Nancy Lopez says it drives her “crazy” to see the Americans playing second fiddle most of the time these days in the Ryder Cup, but she reckons a winning US formula has been well and truly established in the Solheim Cup.
Lopez, the Tiger Woods of the women’s game in the States when she was racking up title after title in the 70s and 80s, was in from the start in this transatlantic event, having partnered Pat Bradley against Laura Davies and Alison Nicholas in the opening game in the inaugural encounter at Lake Nona in Florida in 1990.
She then captained a winning home team at Crooked Stick in 2005 and now, for the third match in a row, is one of Juli Inkster’s trusted lieutenants, providing bags of knowledge to the current US skipper along with the equally-experienced Pat Hurst and Wendy Ward.
“Juli is our leader and we are all very comfortable, having established that over the past six years because all four of us have been together in that time,” said Lopez, a Rolex ambassador since 1977. “The players are very comfortable with us, which is great. If there are any issues, we calm those pretty quickly.”
According to Phil Mickelson as he famously threw his captain under the bus, that wasn’t the case with Tom Watson in the Ryder Cup here in 2014. “It’s definitely important to stay connected with the players and, for Tom, it probably was overwhelming,” noted Lopez of that match being the first Watson had actually attended since his winning captaincy at The Belfry in 1993. “He didn’t know the players any more.” It seemed the Americans had found something when a side led by Davis Love won at Hazeltine two years later only for Jim Furyk’s star-studded team to suffer a hammering in France just under 12 months ago.

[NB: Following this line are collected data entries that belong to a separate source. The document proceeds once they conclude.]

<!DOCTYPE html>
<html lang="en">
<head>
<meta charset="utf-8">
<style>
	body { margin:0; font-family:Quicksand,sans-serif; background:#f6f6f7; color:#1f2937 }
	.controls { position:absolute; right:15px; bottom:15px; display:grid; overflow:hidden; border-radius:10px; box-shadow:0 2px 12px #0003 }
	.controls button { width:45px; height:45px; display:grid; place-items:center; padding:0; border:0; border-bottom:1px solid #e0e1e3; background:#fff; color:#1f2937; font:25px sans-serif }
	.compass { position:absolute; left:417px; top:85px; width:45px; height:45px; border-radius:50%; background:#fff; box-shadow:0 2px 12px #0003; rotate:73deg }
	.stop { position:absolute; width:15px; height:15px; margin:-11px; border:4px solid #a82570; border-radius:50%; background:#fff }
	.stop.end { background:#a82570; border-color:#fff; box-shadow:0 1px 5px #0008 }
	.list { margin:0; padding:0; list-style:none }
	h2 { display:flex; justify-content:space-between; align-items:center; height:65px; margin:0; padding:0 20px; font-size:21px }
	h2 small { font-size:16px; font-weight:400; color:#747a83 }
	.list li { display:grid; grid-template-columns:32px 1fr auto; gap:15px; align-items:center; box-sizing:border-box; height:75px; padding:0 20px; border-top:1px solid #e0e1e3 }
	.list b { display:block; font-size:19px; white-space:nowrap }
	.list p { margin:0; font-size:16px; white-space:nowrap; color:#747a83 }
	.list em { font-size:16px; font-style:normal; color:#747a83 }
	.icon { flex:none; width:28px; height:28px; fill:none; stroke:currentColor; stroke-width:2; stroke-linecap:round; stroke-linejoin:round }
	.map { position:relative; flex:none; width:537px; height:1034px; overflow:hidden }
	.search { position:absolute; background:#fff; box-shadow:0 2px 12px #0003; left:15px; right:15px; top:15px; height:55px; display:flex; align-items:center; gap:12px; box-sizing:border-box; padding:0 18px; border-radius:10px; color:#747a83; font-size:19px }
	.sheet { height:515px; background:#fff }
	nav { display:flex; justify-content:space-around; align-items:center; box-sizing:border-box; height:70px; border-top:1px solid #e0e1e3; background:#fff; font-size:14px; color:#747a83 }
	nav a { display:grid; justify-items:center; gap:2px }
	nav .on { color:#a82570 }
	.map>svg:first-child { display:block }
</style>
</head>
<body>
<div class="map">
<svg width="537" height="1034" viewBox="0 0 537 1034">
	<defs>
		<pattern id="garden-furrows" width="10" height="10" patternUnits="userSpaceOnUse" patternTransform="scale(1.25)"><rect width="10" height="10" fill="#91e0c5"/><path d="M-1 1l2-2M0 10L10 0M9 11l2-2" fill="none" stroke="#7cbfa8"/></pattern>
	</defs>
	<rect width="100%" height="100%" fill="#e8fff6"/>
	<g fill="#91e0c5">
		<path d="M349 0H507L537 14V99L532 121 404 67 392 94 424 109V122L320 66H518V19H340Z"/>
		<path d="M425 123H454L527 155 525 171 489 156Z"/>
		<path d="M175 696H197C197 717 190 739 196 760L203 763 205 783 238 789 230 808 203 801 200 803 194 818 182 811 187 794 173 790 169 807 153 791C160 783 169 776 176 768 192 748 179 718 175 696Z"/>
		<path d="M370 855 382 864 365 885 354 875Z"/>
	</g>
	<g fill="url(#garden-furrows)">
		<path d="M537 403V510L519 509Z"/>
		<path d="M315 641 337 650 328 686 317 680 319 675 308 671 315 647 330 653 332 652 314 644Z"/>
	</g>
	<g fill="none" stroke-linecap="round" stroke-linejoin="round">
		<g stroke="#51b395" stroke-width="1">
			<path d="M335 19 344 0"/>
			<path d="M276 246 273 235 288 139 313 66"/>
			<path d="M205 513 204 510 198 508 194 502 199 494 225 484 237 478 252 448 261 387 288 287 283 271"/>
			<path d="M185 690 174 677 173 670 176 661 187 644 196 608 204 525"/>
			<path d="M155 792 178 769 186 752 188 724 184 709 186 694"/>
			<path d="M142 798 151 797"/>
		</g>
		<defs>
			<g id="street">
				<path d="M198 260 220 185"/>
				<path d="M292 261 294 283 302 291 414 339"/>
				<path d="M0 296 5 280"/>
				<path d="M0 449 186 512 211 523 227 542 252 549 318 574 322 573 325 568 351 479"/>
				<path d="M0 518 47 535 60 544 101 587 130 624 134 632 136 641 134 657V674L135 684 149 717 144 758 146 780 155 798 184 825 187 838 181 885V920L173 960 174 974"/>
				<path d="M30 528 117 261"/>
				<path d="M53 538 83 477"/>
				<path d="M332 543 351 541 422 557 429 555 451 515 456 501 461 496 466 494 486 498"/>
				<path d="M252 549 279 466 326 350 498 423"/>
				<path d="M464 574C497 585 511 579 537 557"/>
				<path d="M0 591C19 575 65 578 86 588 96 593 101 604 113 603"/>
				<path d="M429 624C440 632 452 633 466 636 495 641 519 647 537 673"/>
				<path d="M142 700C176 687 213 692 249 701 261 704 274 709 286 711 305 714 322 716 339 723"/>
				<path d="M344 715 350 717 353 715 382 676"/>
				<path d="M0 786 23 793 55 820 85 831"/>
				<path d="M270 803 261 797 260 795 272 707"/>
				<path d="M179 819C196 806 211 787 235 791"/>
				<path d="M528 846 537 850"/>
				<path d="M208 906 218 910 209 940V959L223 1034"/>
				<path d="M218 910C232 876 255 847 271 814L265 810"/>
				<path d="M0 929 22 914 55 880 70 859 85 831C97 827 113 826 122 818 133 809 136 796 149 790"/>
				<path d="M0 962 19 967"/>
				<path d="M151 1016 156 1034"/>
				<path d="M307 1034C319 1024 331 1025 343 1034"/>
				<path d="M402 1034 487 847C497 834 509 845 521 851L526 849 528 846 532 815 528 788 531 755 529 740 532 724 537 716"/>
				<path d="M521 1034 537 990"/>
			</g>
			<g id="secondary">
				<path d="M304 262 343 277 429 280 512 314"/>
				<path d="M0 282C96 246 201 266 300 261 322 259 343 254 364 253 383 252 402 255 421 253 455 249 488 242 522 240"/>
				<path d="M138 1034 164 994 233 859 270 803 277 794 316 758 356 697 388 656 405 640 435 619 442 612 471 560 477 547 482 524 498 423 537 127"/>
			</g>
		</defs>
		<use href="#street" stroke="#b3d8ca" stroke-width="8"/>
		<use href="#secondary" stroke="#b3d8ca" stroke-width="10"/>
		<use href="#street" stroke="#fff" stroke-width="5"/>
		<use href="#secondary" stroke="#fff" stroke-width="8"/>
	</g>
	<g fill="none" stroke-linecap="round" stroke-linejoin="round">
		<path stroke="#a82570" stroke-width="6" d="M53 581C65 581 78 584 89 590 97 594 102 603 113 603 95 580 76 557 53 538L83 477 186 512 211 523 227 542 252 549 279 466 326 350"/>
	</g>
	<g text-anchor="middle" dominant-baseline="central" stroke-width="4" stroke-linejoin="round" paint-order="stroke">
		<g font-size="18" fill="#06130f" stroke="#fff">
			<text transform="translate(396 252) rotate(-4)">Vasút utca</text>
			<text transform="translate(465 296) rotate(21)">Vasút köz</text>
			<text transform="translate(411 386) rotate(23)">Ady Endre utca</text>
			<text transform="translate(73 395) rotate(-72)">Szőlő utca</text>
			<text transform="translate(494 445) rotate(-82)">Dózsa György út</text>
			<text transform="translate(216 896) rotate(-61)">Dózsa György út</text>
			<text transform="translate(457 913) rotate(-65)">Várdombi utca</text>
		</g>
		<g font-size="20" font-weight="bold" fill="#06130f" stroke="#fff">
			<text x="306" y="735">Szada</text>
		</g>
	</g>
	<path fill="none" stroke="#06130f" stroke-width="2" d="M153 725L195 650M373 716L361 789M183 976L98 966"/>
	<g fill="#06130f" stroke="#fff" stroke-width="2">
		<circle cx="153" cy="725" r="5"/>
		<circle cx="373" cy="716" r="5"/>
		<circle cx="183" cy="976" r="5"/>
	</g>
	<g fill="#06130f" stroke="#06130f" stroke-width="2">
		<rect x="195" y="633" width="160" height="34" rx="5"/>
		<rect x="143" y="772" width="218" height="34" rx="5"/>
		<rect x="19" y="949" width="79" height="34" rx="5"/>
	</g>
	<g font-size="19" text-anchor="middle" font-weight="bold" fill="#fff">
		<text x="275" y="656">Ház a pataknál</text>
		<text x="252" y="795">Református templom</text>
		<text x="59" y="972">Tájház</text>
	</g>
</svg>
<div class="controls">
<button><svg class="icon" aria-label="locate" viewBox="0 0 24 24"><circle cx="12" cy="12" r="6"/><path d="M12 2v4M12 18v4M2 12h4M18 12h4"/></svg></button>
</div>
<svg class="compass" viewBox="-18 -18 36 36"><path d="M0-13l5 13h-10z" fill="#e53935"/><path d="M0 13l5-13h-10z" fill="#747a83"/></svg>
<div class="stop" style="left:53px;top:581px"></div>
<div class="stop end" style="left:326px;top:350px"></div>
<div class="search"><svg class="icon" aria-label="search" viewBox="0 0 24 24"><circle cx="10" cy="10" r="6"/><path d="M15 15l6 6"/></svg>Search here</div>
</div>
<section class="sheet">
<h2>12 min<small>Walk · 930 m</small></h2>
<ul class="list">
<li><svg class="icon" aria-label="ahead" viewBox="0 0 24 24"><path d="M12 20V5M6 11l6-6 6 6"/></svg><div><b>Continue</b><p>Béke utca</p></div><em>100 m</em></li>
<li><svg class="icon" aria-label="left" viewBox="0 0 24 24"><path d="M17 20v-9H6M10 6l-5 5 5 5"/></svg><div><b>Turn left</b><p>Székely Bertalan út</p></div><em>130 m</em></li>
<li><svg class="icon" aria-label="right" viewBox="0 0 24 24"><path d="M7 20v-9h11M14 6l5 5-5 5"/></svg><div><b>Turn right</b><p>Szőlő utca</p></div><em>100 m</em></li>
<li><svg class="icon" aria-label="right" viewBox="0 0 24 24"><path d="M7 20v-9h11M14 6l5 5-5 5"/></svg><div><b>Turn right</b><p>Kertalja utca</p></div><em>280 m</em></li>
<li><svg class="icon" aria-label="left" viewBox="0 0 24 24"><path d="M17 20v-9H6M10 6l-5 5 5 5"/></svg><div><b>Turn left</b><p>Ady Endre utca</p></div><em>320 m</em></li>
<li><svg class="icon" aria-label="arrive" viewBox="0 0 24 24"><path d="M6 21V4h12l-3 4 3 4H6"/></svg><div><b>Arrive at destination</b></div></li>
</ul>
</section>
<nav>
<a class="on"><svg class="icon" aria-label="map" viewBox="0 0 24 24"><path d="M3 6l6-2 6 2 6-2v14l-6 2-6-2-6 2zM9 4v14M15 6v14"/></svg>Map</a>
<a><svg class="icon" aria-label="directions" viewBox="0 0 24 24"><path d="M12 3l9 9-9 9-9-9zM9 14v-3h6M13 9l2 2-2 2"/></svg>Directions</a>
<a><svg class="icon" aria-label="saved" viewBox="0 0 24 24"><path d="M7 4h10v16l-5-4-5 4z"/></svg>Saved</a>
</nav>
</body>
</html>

“I look at the Ryder Cup and it makes me crazy that the Americans can’t win,” said Lopez, a 48-time LPGA winner. “But I think it is because the Europeans are bonding all the time. They are playing together all the time. They are friends all the time. The Americans are friends, but they do a lot of things individually. The Europeans hang out more and the Americans are more individual. The two years I was captain, they [her players] were very individual. I made them do stuff together. I didn’t text them or email. I called them. We even went on a motorhome from one tournament to another.”
For Lopez, this week is almost certainly her last hurrah. “It is kind of sad this is eventually going to stop for us, but it has been so much fun for me to be a part of it,” she said. “The competition is fiercer, definitely fiercer. We are all friends, but friendship kind of goes away during the event now. I never saw that before.
“Sunday night we are back being friends, win or lose, but there’s a lot of separation. We still say ‘hi’. But there’s a coldness there. It’s sort of, ‘we are here to win and we don’t want to get too friendly with you right now’.”